>>>>>

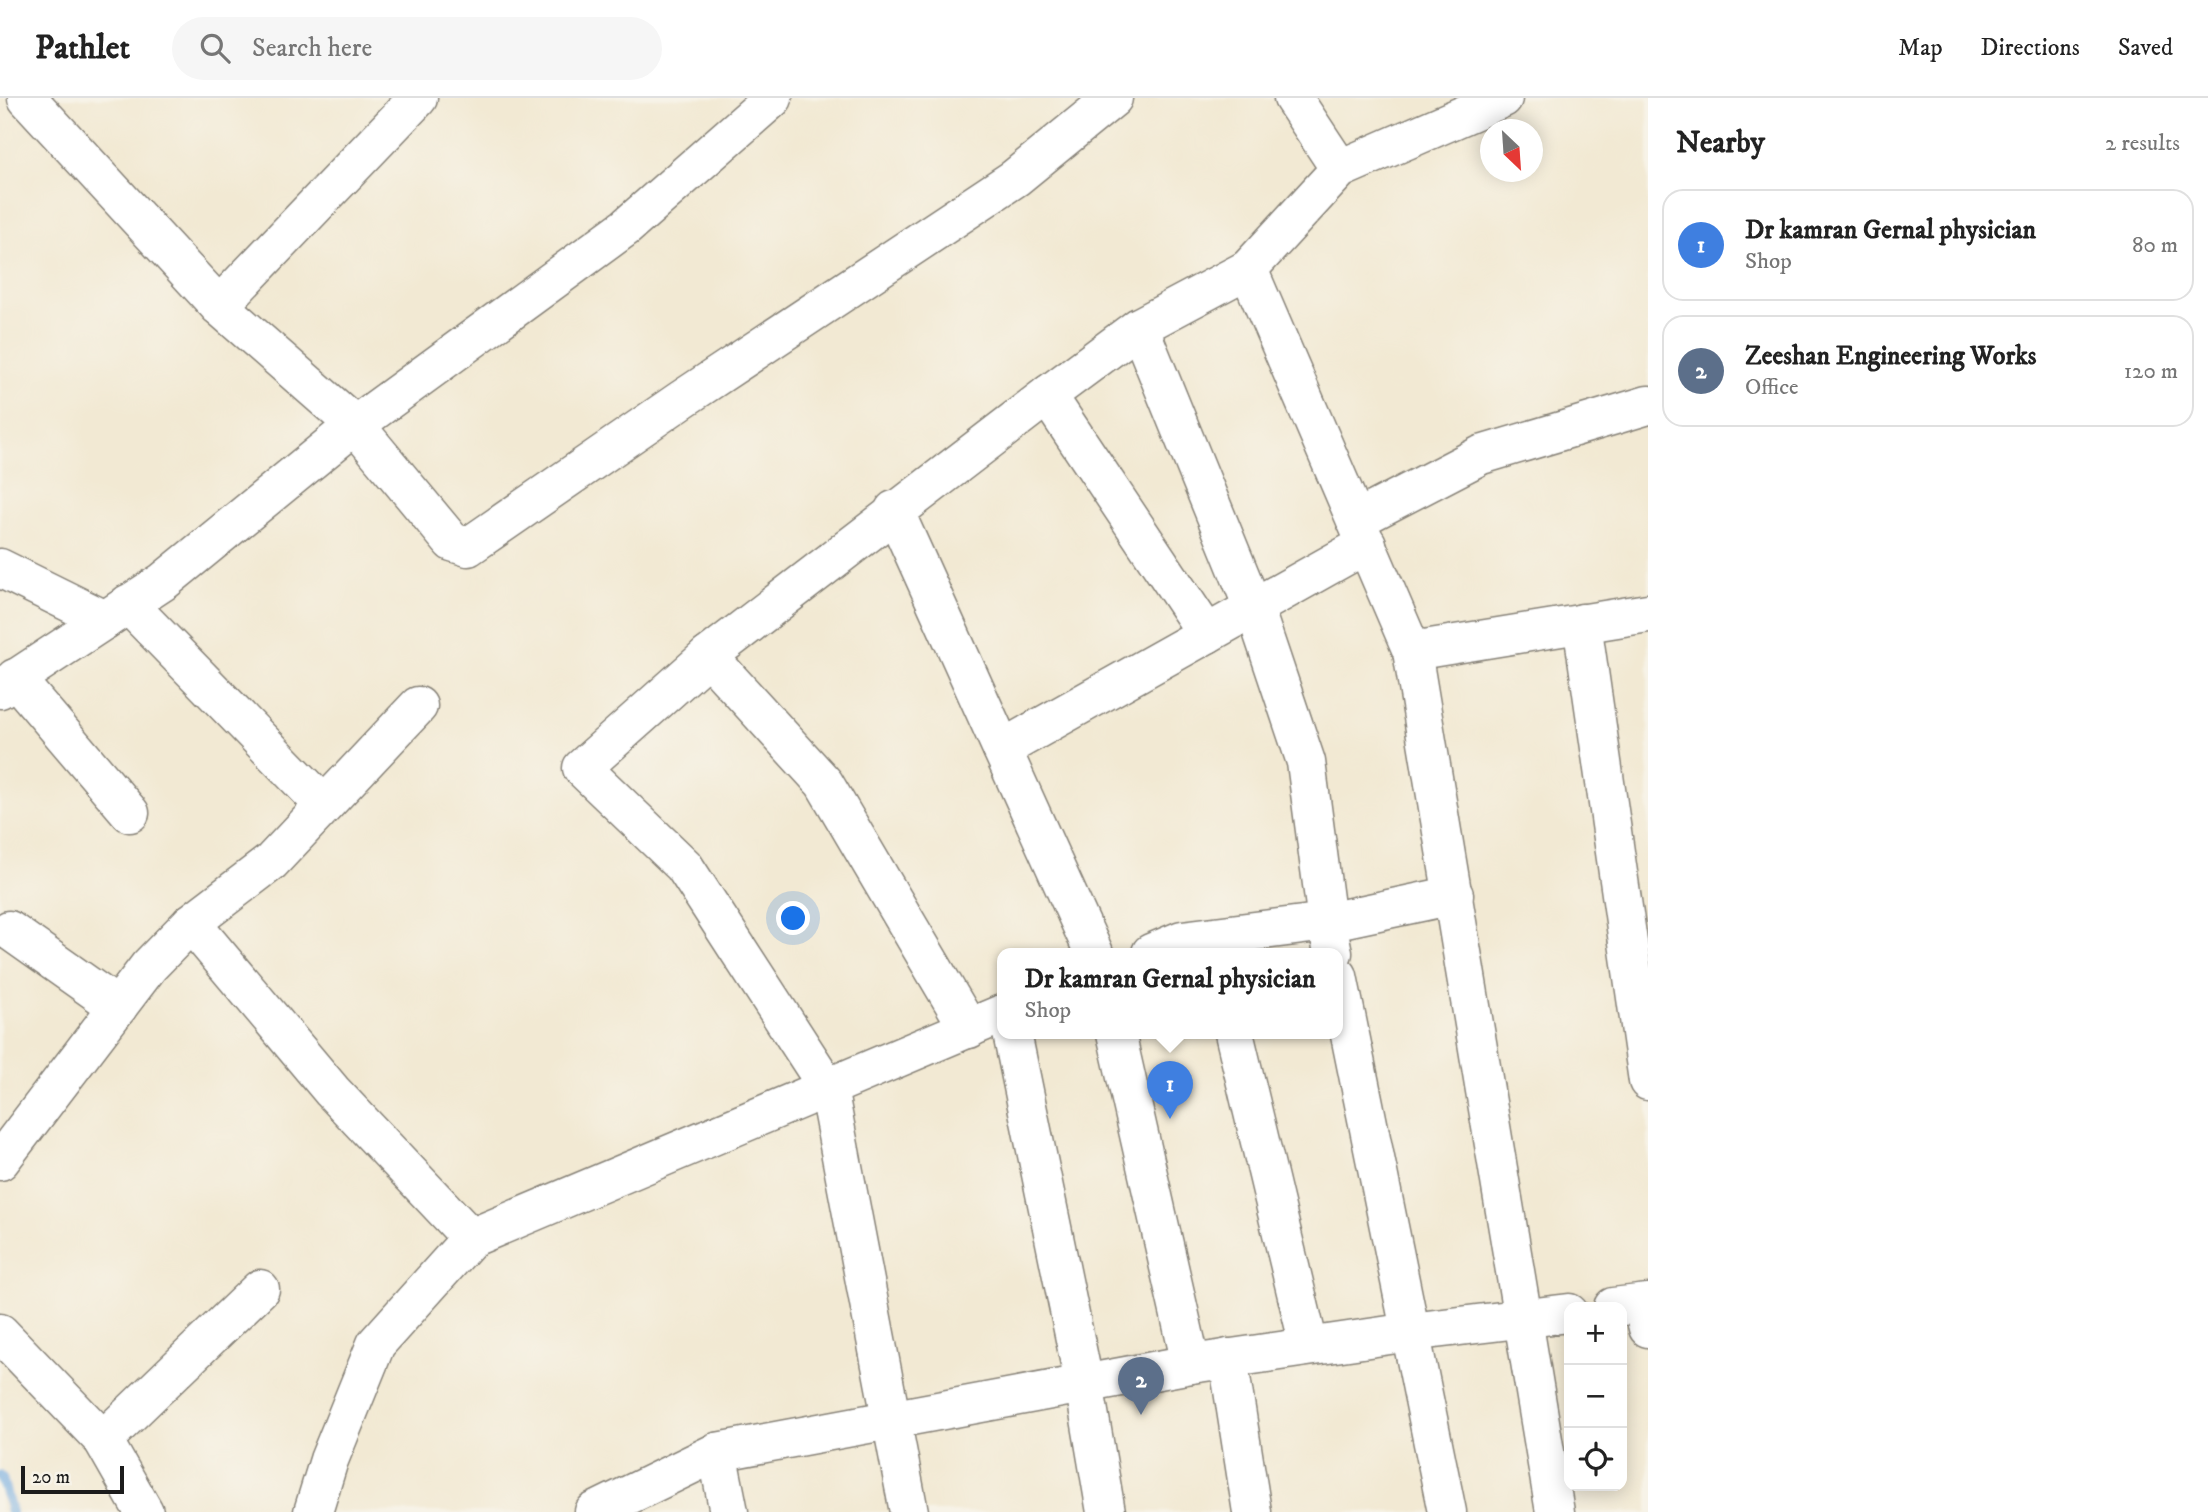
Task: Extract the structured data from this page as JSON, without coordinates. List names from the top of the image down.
{
  "scale_bar": "20 m",
  "north": "bottom right",
  "page": {
    "header": "Pathlet",
    "search": "Search here",
    "nav": ["Map", "Directions", "Saved"],
    "heading": ["Nearby", "2 results"],
    "list": [
      {
        "mark": "1",
        "name": "Dr kamran Gernal physician",
        "note": "Shop",
        "value": "80 m"
      },
      {
        "mark": "2",
        "name": "Zeeshan Engineering Works",
        "note": "Office",
        "value": "120 m"
      }
    ],
    "popup": ["Dr kamran Gernal physician", "Shop"],
    "pins": ["1", "2"],
    "map_buttons": ["+", "−"],
    "scale": "20 m"
  }
}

<<<<<

Your goal:
Without the pictures, transcribe the listing above exactly.

Solution:
Task: Extract the structured data from this page as JSON, without coordinates. List names from the top of the image down.
{
  "scale_bar": "20 m",
  "north": "bottom right",
  "page": {
    "header": "Pathlet",
    "search": "Search here",
    "nav": ["Map", "Directions", "Saved"],
    "heading": ["Nearby", "2 results"],
    "list": [
      {
        "mark": "1",
        "name": "Dr kamran Gernal physician",
        "note": "Shop",
        "value": "80 m"
      },
      {
        "mark": "2",
        "name": "Zeeshan Engineering Works",
        "note": "Office",
        "value": "120 m"
      }
    ],
    "popup": ["Dr kamran Gernal physician", "Shop"],
    "pins": ["1", "2"],
    "map_buttons": ["+", "−"],
    "scale": "20 m"
  }
}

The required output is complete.